## [Task directions]
The response must contain every line from the records below that has "index".

## [Data listing]
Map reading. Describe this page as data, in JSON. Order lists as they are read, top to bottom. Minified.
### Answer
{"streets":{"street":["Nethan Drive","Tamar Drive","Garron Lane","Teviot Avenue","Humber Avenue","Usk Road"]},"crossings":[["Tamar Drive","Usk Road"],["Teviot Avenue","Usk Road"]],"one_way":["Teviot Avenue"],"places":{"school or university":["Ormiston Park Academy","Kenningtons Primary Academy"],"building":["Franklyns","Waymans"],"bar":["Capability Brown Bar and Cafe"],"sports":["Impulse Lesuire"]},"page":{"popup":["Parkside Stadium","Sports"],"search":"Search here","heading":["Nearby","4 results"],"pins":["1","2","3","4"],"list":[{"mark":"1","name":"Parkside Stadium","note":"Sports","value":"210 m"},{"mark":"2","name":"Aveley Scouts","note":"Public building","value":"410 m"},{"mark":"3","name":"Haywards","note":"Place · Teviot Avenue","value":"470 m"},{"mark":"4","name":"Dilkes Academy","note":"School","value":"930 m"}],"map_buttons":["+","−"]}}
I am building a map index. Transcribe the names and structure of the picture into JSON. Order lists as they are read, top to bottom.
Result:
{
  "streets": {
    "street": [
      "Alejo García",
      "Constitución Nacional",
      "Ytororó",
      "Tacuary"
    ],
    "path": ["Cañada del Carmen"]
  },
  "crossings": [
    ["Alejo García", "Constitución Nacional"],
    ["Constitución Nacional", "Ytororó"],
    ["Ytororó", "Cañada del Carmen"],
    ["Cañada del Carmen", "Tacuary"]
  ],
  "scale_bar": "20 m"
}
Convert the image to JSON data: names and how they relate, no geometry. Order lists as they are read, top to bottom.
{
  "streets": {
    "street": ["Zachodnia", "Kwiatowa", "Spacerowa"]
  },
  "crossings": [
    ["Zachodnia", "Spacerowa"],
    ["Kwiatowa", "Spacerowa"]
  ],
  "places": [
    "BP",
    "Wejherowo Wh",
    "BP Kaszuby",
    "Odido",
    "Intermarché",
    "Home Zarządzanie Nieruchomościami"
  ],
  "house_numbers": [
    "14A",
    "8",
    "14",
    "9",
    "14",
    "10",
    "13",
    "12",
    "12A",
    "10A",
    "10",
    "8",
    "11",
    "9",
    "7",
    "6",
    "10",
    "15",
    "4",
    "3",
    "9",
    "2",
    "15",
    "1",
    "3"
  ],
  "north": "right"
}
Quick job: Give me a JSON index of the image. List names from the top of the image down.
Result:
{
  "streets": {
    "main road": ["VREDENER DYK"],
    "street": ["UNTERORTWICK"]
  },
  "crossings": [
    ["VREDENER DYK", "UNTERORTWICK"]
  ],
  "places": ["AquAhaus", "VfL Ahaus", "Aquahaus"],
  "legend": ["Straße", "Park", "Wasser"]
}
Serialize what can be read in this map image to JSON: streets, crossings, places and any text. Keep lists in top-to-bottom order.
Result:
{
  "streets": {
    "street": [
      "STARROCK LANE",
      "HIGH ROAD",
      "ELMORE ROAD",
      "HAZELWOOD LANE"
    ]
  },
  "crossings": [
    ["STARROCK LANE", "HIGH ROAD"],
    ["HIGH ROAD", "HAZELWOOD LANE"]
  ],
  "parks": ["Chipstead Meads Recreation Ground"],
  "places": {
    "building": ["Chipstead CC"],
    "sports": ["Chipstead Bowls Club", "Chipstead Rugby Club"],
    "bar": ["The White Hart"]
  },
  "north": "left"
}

## [Answer to this task]
I am building a map index. Transcribe the names and structure of the picture into JSON. Order lists as they are read, top to bottom.
Quick job: Give me a JSON index of the image. List names from the top of the image down.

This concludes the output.